Story written by Ashley Coates at City A.M.
Bankim Chadha, Deutsche Bank’s global chief strategist is bullish about the prospect of further growth in equities this year.
Writing in a note, Chadha said the S&P 500 index could rise to a record of 2,600 points by the end of the year. The US index closed at a record of 2,307.87 points last week.
He added that the initial “Trump bump” following the results of the United States Presidential election in November can be attributed to a reduction in market uncertainty following the vote.
“It in fact followed the typical trajectory around close Presidential elections, pricing out the uncertainty risk premium rather than pricing in policy changes or stimulus; ditto for the move up in bond yields,” Chadha wrote.

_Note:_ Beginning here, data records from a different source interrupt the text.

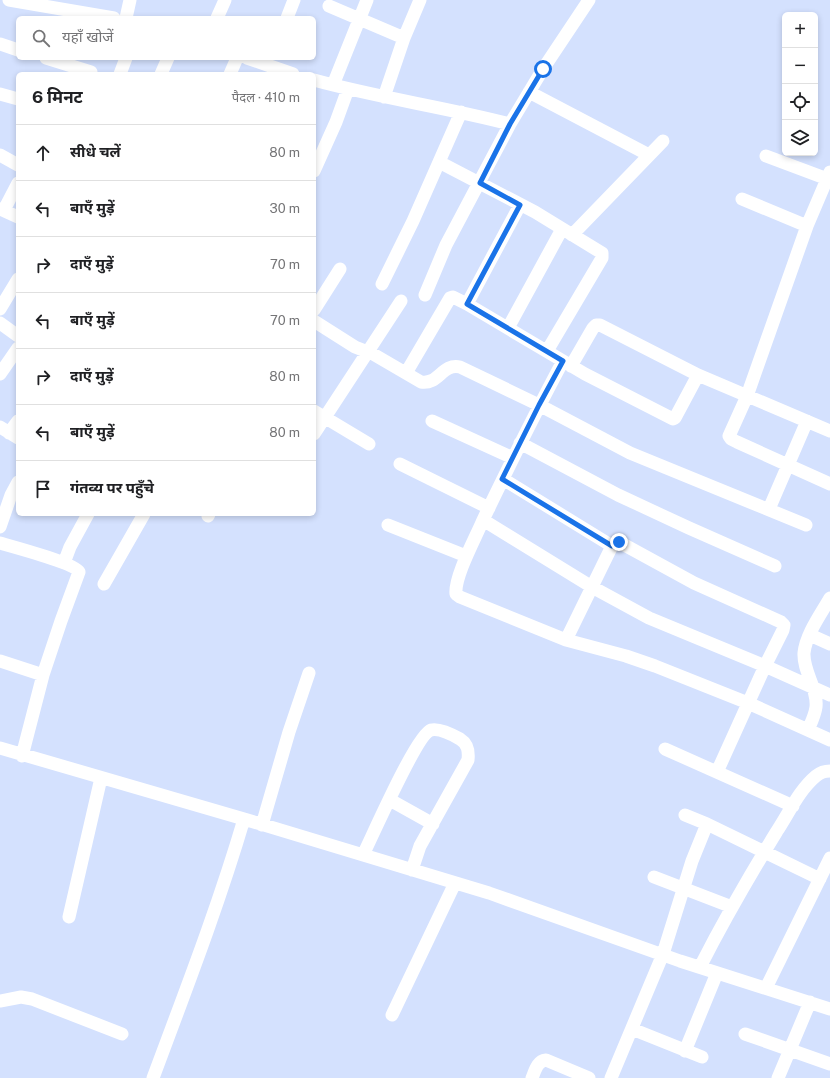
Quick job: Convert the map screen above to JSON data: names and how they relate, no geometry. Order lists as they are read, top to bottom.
{
  "page": {
    "map_buttons": ["+", "−"],
    "search": "यहाँ खोजें",
    "heading": ["6 मिनट", "पैदल · 410 m"],
    "list": [
      ["सीधे चलें", "80 m"],
      ["बाएँ मुड़ें", "30 m"],
      ["दाएँ मुड़ें", "70 m"],
      ["बाएँ मुड़ें", "70 m"],
      ["दाएँ मुड़ें", "80 m"],
      ["बाएँ मुड़ें", "80 m"],
      "गंतव्य पर पहुँचे"
    ]
  }
}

The comments put him at odds with the outlook of financial figures such as Bridgewater’s Ray Dalio, as well as the investor, George Soros, and economist Nouriel Roubini, who are less optimistic about the prospect a pro-business White House agenda bringing returns for stock markets.
Dalio, who manages the world’s largest hedge fund warned in a note last week: “We are now in a period of time when how this balance tilts will be more important to the economy, markets and our well-beings than normally dominant drivers such as central bank policies.”
Meanwhile, Roubini warned this week that the Trump rally may be about to come to an abrupt end as businesses increasingly factor in the uncertainty caused by his policies.
Writing in an article for Project Syndicate, the New York University professor said: “As the vacillation in financial markets since Trump’s inauguration indicates, the President’s inconsistent, erratic, and destructive policies will take their toll on domestic and global economic growth in the long run.”
The S&P 500 has risen by seven per cent since Trump’s victory in November. The Dow Jones index hit a record of 20,000 points last month, while the Nasdaq composite hit its own record this week and is five per cent up on the year.